How to complete this task: From the records below, pull each line that has "Fulton".

Task input:
________________________________________

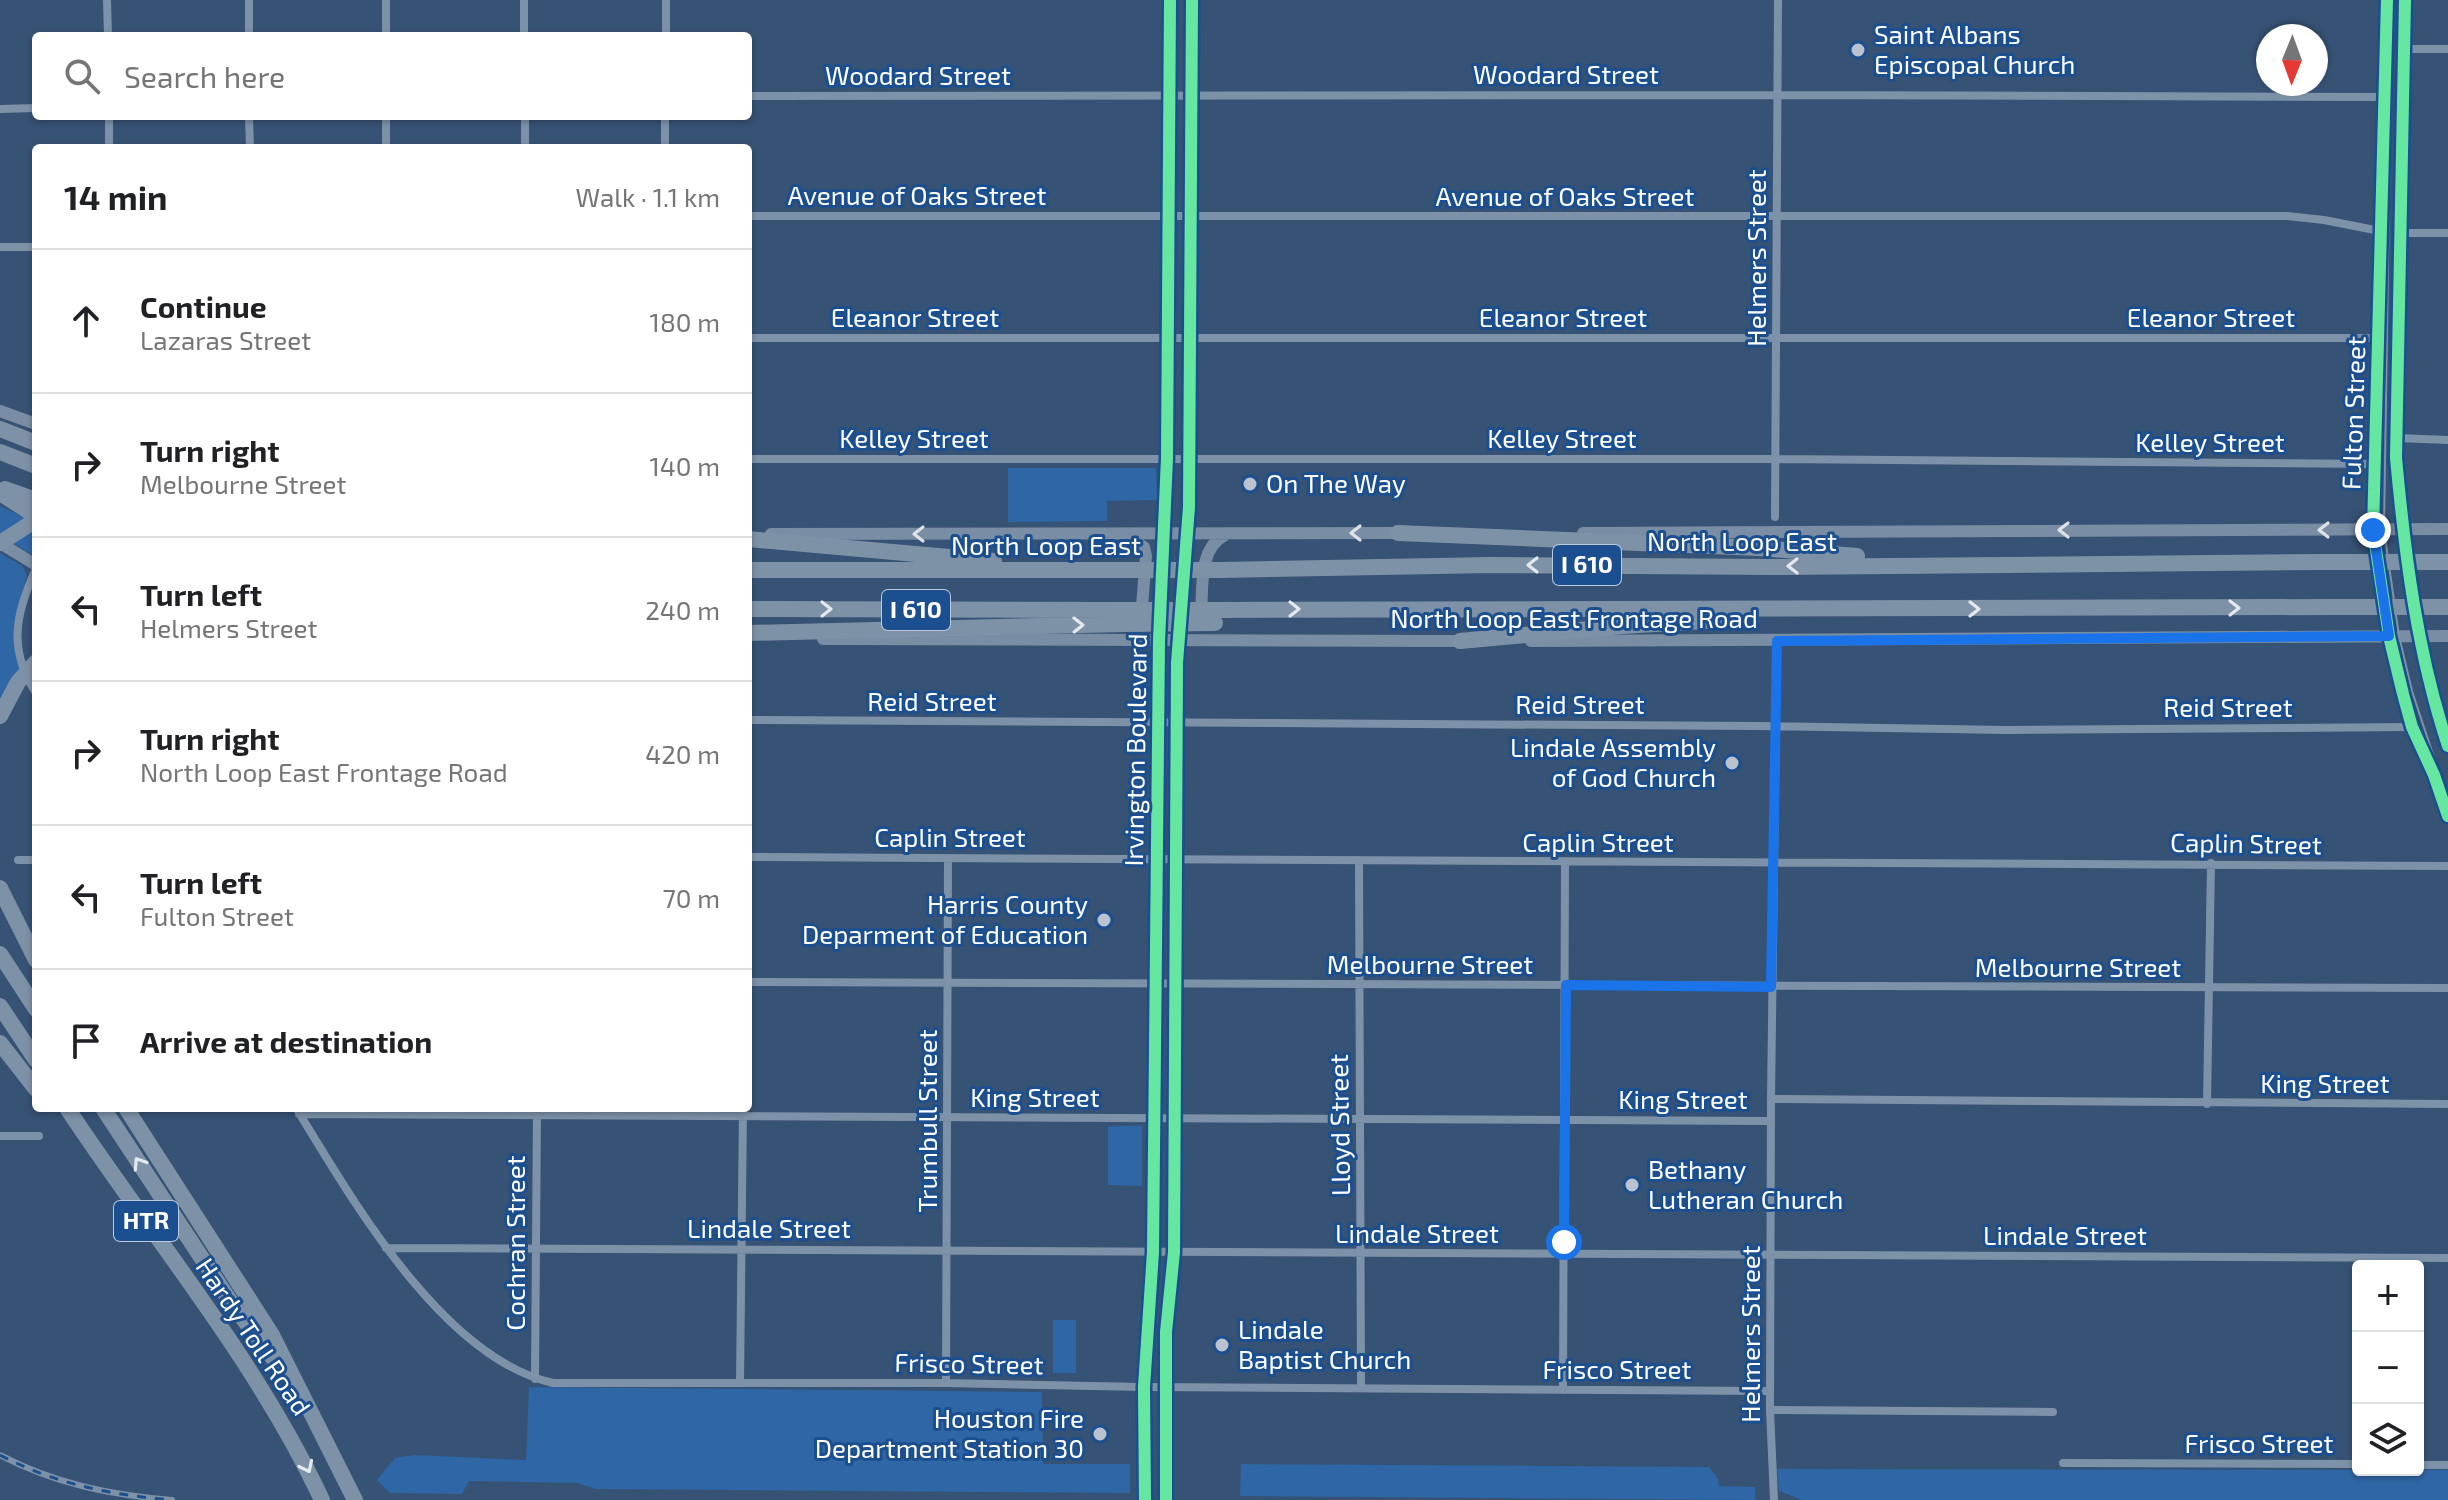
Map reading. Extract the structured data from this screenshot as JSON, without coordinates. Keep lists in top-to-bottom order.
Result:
{
  "streets": {
    "highway": [
      "North Loop East",
      "I 610",
      "HTR",
      "Hardy Toll Road"
    ],
    "main road": ["Fulton Street", "North Loop East Frontage Road", "Irvington Boulevard"],
    "street": [
      "Woodard Street",
      "Avenue of Oaks Street",
      "Helmers Street",
      "Eleanor Street",
      "Kelley Street",
      "Reid Street",
      "Caplin Street",
      "Melbourne Street",
      "King Street",
      "Trumbull Street",
      "Lloyd Street",
      "Lindale Street",
      "Cochran Street",
      "Frisco Street"
    ]
  },
  "crossings": [
    ["Woodard Street", "Helmers Street"],
    ["Woodard Street", "Fulton Street"],
    ["Woodard Street", "Irvington Boulevard"],
    ["Avenue of Oaks Street", "Helmers Street"],
    ["Avenue of Oaks Street", "Fulton Street"],
    ["Avenue of Oaks Street", "Irvington Boulevard"],
    ["Helmers Street", "Eleanor Street"],
    ["Helmers Street", "Kelley Street"],
    ["Helmers Street", "North Loop East Frontage Road"],
    ["Helmers Street", "Reid Street"],
    ["Helmers Street", "Caplin Street"],
    ["Helmers Street", "Melbourne Street"],
    ["Helmers Street", "King Street"],
    ["Helmers Street", "Lindale Street"],
    ["Helmers Street", "Frisco Street"],
    ["Eleanor Street", "Fulton Street"],
    ["Eleanor Street", "Irvington Boulevard"],
    ["Fulton Street", "Kelley Street"],
    ["Fulton Street", "North Loop East Frontage Road"],
    ["Fulton Street", "Reid Street"],
    ["Kelley Street", "Irvington Boulevard"],
    ["North Loop East Frontage Road", "Irvington Boulevard"],
    ["Reid Street", "Irvington Boulevard"],
    ["Irvington Boulevard", "Caplin Street"],
    ["Irvington Boulevard", "Melbourne Street"],
    ["Irvington Boulevard", "King Street"],
    ["Irvington Boulevard", "Lindale Street"],
    ["Irvington Boulevard", "Frisco Street"],
    ["Caplin Street", "Trumbull Street"],
    ["Caplin Street", "Lloyd Street"],
    ["Melbourne Street", "Trumbull Street"],
    ["Melbourne Street", "Lloyd Street"],
    ["King Street", "Trumbull Street"],
    ["King Street", "Lloyd Street"],
    ["Trumbull Street", "Lindale Street"],
    ["Trumbull Street", "Frisco Street"],
    ["Lloyd Street", "Lindale Street"],
    ["Lloyd Street", "Frisco Street"],
    ["Lindale Street", "Cochran Street"],
    ["Lindale Street", "Frisco Street"],
    ["Cochran Street", "Frisco Street"]
  ],
  "places": [
    "Saint Albans Episcopal Church",
    "On The Way",
    "Lindale Assembly of God Church",
    "Harris County Deparment of Education",
    "Bethany Lutheran Church",
    "Lindale Baptist Church",
    "Houston Fire Department Station 30"
  ],
  "north": "bottom",
  "page": {
    "search": "Search here",
    "heading": ["14 min", "Walk · 1.1 km"],
    "list": [
      ["Continue", "Lazaras Street", "180 m"],
      ["Turn right", "Melbourne Street", "140 m"],
      ["Turn left", "Helmers Street", "240 m"],
      ["Turn right", "North Loop East Frontage Road", "420 m"],
      ["Turn left", "Fulton Street", "70 m"],
      "Arrive at destination"
    ],
    "map_buttons": ["+", "−"]
  }
}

________________________________________

Task output:
    "main road": ["Fulton Street", "North Loop East Frontage Road", "Irvington Boulevard"],
    ["Woodard Street", "Fulton Street"],
    ["Avenue of Oaks Street", "Fulton Street"],
    ["Eleanor Street", "Fulton Street"],
    ["Fulton Street", "Kelley Street"],
    ["Fulton Street", "North Loop East Frontage Road"],
    ["Fulton Street", "Reid Street"],
      ["Turn left", "Fulton Street", "70 m"],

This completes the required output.